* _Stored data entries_
>>>>>

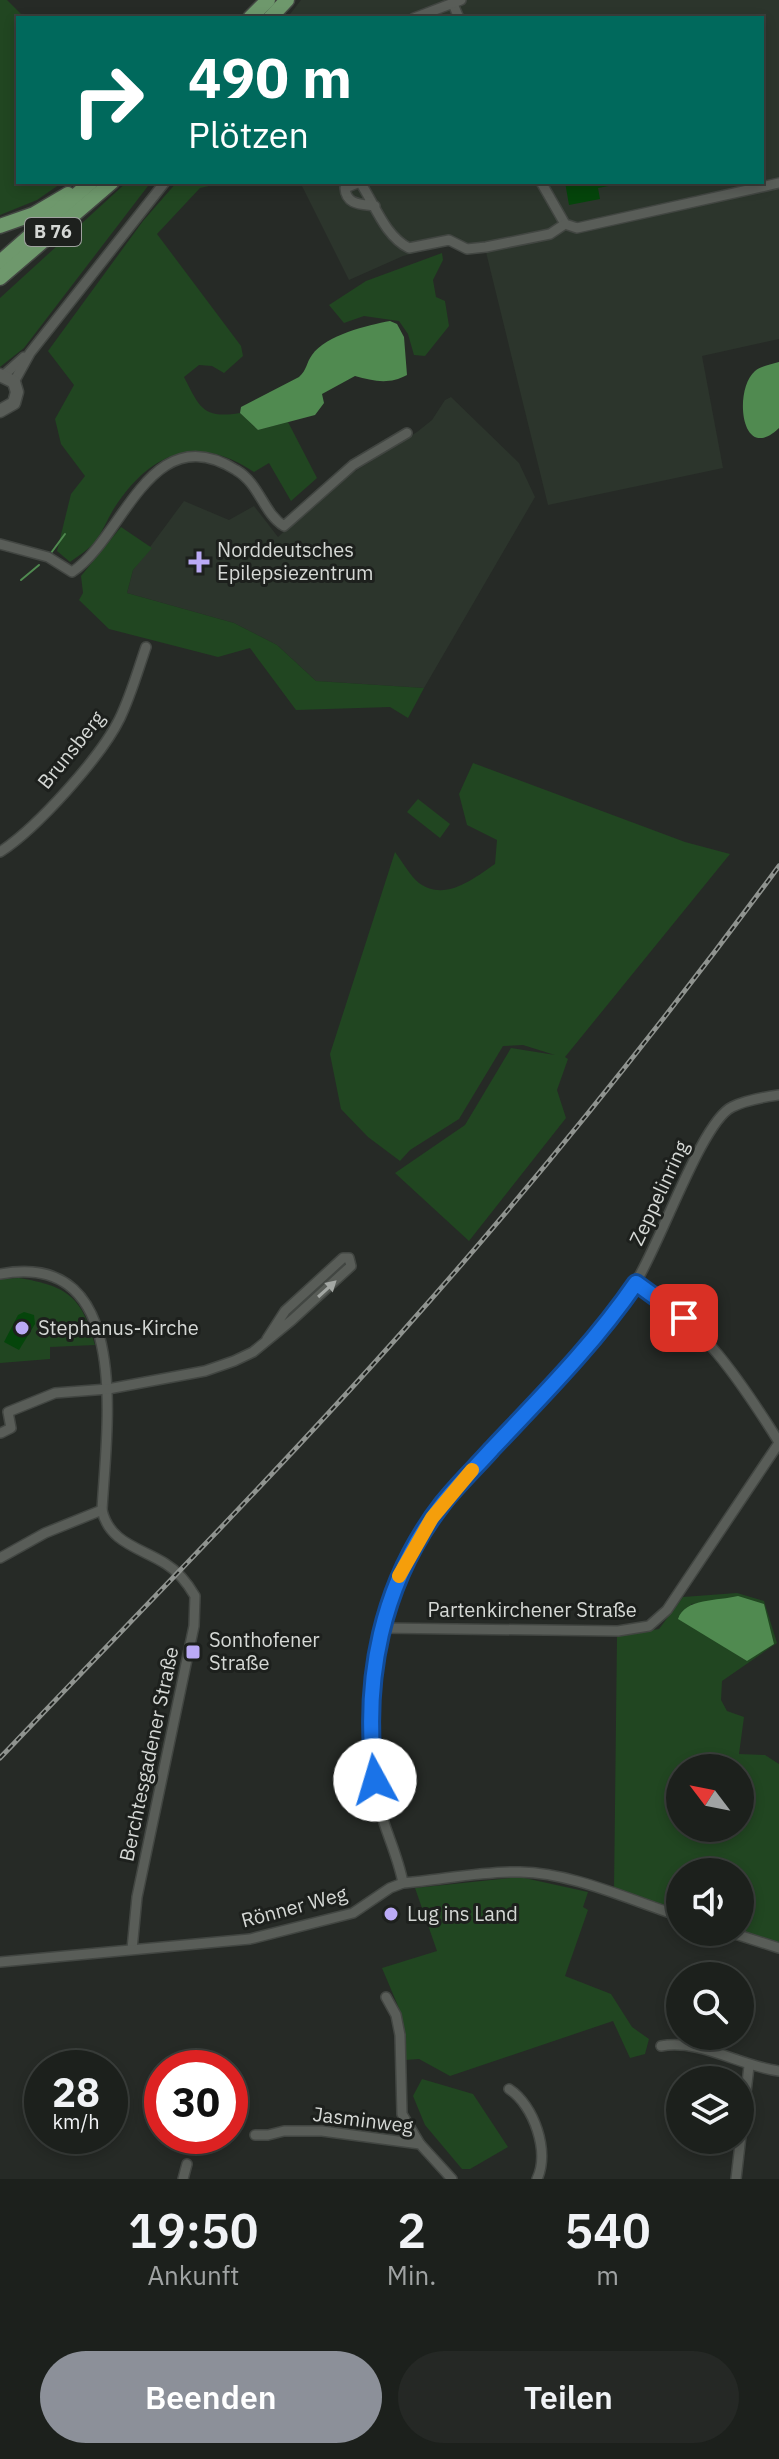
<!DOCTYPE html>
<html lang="de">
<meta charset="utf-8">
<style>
body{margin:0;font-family:"IBM Plex Sans",sans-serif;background:#252825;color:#f1f3f6;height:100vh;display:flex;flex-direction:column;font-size:30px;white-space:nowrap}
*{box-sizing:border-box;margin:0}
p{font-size:26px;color:#a0a3a3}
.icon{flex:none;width:44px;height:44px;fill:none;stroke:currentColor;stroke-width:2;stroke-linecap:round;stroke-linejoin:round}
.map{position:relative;height:2179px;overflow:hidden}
.drawer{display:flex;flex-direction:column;background:#1c201c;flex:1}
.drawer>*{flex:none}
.banner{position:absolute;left:16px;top:16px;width:748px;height:168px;border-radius:0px;box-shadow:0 4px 12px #0003,0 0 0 2px #3a3e3b;background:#00695c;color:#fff;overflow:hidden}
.needle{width:52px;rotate:302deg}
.fabs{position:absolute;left:666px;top:1754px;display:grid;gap:16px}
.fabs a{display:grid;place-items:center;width:88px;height:88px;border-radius:50%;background:#1c201c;box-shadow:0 4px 12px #0003,0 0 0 2px #3a3e3b;font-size:40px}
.speed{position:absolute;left:24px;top:2050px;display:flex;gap:16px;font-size:40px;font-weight:700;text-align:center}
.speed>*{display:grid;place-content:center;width:104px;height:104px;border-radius:50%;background:#1c201c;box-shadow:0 4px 12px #0003,0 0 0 2px #3a3e3b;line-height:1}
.speed small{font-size:20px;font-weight:400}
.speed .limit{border:12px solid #d22;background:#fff;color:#111}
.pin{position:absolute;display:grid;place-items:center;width:68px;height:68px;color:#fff;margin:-34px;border-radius:16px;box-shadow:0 4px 12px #0006}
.me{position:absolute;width:88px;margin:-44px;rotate:354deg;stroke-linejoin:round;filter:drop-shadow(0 0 6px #0008)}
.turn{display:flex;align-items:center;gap:28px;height:168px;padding:0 40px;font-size:36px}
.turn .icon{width:104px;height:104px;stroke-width:2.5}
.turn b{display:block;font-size:56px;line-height:68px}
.eta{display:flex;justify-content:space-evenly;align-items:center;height:136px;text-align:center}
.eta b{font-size:48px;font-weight:600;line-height:56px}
.action{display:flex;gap:16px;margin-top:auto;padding:16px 40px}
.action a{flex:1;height:92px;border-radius:48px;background:#8c9099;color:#fff;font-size:32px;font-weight:600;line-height:92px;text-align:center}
.action a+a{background:#252825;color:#f1f3f6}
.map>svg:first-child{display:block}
.built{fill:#2c352c}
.green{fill:#214621;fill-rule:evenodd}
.water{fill:#508a50}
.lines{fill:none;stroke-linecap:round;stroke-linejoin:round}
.stream{stroke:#508a50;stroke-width:2}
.building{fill:#05450b}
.minor-casing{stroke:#424642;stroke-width:12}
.secondary-casing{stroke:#424642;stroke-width:15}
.trunk-casing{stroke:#424642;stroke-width:17}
.minor{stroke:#595d58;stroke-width:9}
.secondary{stroke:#595d58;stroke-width:12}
.trunk{stroke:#6e986c;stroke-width:14}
.rail-casing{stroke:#8f938f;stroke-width:5}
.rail{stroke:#1d201d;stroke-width:2;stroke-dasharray:6;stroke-linecap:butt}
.oneway{fill:#a3a7a3}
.route-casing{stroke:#114b97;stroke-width:20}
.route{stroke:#1a73e8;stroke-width:14}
.slow{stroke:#f59e0b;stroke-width:14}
.poi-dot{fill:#bbaaf6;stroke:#1d201d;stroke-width:3}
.labels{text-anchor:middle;stroke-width:6;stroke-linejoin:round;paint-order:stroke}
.shield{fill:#1d201d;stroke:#9ea19e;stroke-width:2}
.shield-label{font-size:18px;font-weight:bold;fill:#d5d8d5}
.poi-label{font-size:20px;fill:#d5d8d5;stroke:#1d201d;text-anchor:start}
.street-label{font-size:20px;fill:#d5d8d5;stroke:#1d201d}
</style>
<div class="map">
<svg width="779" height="2179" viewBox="0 0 779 2179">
<rect width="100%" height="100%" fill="#262a26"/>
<!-- built -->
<g class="built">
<polygon points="301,0 779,0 779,339 702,356 723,468 548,505 484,244 445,245 403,256 349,280 300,182 762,182 762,18 287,18"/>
<polygon points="451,397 519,463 535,497 424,688 316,681 277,645 234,623 127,593 133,570 184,501 229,520 254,506 278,537 335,484 417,432 432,420 445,400"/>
</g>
<!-- green -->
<g class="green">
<polygon points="0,0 7,0 25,18 18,18 18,182 63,182 37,200 0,215"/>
<polygon points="127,182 151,182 24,348 0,367 0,298"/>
<path d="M177,182H227L200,188L157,234L241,346L243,356L224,373L212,366L199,365L184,377C200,408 203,419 240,413L258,430L288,422L317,478L291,501L269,463L254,472C196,433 149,453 113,510C107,520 102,533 94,543C88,550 78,556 70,562L57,551L71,494L85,476L61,444L55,419L74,385L48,351L143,221Z"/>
<polygon points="442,253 443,260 433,280 436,297 445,301 449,326 425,356 414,355 408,334 399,321 364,316 344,323 329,305 366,281"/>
<polygon points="121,527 152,548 133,570 127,593 234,623 277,645 316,681 424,688 408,718 390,707 296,710 250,648 218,657 109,629 79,600 83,593 81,576"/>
<path d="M473,763L685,842L730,854L565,1057L568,1059L557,1090L566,1118L469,1241L395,1173L465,1125L511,1048L555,1055L523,1045L503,1046L459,1119L410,1150L400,1161L368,1137L341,1109L330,1054L395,852C402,861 410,876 419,883C445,902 473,879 495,864L497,840L467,825L459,794Z"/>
<polygon points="418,799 450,824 440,838 407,812"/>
<path d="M19,1278C67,1286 82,1296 95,1345L50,1347V1359L0,1363V1279Z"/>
<path d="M737,1593L764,1601L777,1643L722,1681L721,1700L727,1711L744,1717L739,1754L765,1755L779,1764V1943L740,1930V1872H680V1911L614,1890L617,1636L659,1629L683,1597ZM707,1603L747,1661L719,1643L691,1604ZM680,1768H740V1828H680Z"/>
<polygon points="520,1877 588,1892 583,1907 588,1910 565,1976 611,1994 632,2027 649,2039 645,2054 630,2058 613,2021 450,2076 419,2059 405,2060 401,2013 382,1968 437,1951 415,1888"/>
<polygon points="422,2079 473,2094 508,2147 470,2169 462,2169 425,2125 413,2096"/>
</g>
<!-- water -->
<g class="water">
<path d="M390,321L397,324L404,337L407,375C389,385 373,381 355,376L322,394L324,403L315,415L258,430L240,413L241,407L299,377C307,370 306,363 312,355C326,335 368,325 390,321Z"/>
<path d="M779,362V428C741,465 733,390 755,371C761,366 772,364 779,362Z"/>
<path d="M738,1596L764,1604L774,1644L747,1661L678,1619C685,1598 718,1601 738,1596Z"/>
</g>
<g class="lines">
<!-- stream -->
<g class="stream">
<polyline points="51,553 65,534"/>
<polyline points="21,580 39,565"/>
</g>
</g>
<!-- building -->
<g class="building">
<polygon points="565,182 614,182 614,185 598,188 600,199 569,205"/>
<polygon points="24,1312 34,1315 35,1324 19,1350 4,1342 18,1315"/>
</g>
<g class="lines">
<defs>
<g id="minor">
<polyline points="453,4 459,18"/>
<polyline points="414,18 461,0"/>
<polyline points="541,182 565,224 577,228 779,183"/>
<path d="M375,206C361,204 346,205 345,188L360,182C375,205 385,236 409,248L449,240L467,249L486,247L550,234L565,224"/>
<polyline points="4,375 24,357"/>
<polyline points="14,382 30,353 165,182"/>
<path d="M0,544L48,557L72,572C124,538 150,416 236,470C260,484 263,513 284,526L353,465L407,433"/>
<path d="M0,852C37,828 101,757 120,718C131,695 138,670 146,647"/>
<path d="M0,1274C135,1249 106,1431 102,1510C109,1543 141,1548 166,1564C179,1572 188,1584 195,1596L194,1626L137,1897L132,1949"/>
<path d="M636,1283C701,1321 740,1380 779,1442"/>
<polyline points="1,1433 11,1428 8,1412 55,1393 108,1389 205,1371 234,1361 253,1352 292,1320 351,1266 349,1258 343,1258 285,1311 267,1339"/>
<polyline points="0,1558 45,1533 102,1510"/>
<polyline points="382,1628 618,1631 649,1626 667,1610 779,1443"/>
<path d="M403,1883C398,1855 384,1829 378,1802C365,1740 366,1670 386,1610C430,1476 560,1400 634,1285C659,1248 701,1122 732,1107C746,1100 764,1097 779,1095"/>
<polyline points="729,1932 779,1948"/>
<path d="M0,1962L250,1939L353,1913L390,1888L403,1883C441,1880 482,1871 520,1872C574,1873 629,1900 680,1916"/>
<polyline points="386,1997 396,2015 400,2035 402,2114 420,2144"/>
<path d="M661,2046C701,2039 739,2066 779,2071"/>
<path d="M509,2089C534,2105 550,2152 537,2179"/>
<polyline points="255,2135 268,2135 284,2131 322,2131 420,2144 452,2179"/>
<polyline points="183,2179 187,2164"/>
<polyline points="736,2179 749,2066"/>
</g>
<polyline id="secondary" points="0,375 14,382 17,392 14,403 0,411"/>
<g id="trunk">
<polyline points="250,18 268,0"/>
<polyline points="270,18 287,0"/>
<polyline points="0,226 34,214 68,194"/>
<polyline points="0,262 91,182"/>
<polyline points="0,278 112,182"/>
</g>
</defs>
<!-- minor casing -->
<use href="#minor" class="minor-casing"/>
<!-- secondary casing -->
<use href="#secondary" class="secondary-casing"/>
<!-- trunk casing -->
<use href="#trunk" class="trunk-casing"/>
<!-- minor -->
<use href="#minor" class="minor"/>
<!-- secondary -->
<use href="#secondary" class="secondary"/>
<!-- trunk -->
<use href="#trunk" class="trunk"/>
<defs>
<path id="rail" d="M0,1758C135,1616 273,1477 403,1331C535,1183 661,1026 779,866"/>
</defs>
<!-- rail casing -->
<use href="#rail" class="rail-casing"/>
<!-- rail -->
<use href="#rail" class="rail"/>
</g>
<!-- one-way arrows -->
<defs><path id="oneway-solid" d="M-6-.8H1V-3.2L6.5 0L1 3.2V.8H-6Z" transform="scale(2)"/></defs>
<use class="oneway" href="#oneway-solid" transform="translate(327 1289) rotate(-42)"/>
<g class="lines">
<defs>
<path id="route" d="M375,1780C362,1681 381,1583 443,1503C458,1484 476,1467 492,1449C543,1395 594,1344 636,1283L684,1318"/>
</defs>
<!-- route casing -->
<use href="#route" class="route-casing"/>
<!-- route -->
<use href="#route" class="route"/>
<!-- slow -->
<polyline class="slow" points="399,1576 432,1518 472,1470"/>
</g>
<!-- markers -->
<g class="poi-dot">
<path d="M195 550h8v8h8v8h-8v8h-8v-8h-8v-8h8z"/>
<circle cx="22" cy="1328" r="8"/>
<rect x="185" y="1644" width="16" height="16" rx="4"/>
<circle cx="391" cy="1914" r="8"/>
</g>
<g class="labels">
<!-- shield labels -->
<rect class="shield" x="25" y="218" width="56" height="28" rx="6"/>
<g class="shield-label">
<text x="53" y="238">B 76</text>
</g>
<!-- poi labels -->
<g class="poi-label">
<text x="217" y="557">Norddeutsches<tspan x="217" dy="23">Epilepsiezentrum</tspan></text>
<text x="38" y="1335">Stephanus-Kirche</text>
<text x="209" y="1647">Sonthofener<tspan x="209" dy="23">Straße</tspan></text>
<text x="407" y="1921">Lug ins Land</text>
</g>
<!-- street labels -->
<g class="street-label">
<text transform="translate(71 750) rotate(-51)" y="7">Brunsberg</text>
<text transform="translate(659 1193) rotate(-65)" y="7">Zeppelinring</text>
<text x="532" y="1617">Partenkirchener Straße</text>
<text transform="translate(149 1754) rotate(-78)" y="7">Berchtesgadener Straße</text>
<text transform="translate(294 1907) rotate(-15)" y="7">Rönner Weg</text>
<text transform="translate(363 2120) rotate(7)" y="7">Jasminweg</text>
</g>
</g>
</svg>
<div class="fabs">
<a><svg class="needle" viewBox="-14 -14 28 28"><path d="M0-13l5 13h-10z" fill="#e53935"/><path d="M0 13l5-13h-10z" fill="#a0a3a3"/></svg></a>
<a><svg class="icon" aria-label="sound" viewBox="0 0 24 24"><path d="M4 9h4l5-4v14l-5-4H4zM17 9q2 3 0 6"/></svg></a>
<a><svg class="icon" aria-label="search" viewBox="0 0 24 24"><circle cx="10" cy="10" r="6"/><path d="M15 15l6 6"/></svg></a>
<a><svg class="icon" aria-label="layers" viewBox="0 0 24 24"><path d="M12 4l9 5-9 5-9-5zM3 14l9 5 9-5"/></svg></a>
</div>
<div class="speed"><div>28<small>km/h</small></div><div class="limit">30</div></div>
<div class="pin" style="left:684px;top:1318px;background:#d93025"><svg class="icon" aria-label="arrive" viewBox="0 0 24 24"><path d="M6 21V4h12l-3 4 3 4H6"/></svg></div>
<svg class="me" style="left:375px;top:1780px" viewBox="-20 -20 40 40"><circle r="19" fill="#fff"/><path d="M0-13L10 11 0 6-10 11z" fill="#1a73e8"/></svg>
<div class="banner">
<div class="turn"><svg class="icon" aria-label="right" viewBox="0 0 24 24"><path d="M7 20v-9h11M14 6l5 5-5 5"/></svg><div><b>490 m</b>Plötzen</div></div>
</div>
</div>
<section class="drawer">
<div class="eta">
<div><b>19:50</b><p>Ankunft</p></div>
<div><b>2</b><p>Min.</p></div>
<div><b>540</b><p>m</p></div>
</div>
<div class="action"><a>Beenden</a><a>Teilen</a></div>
</section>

<<<<<

* _YOUR GOAL_
With no other words, state how many lines above hold the word "small".

* _WRITTEN ANSWER_
2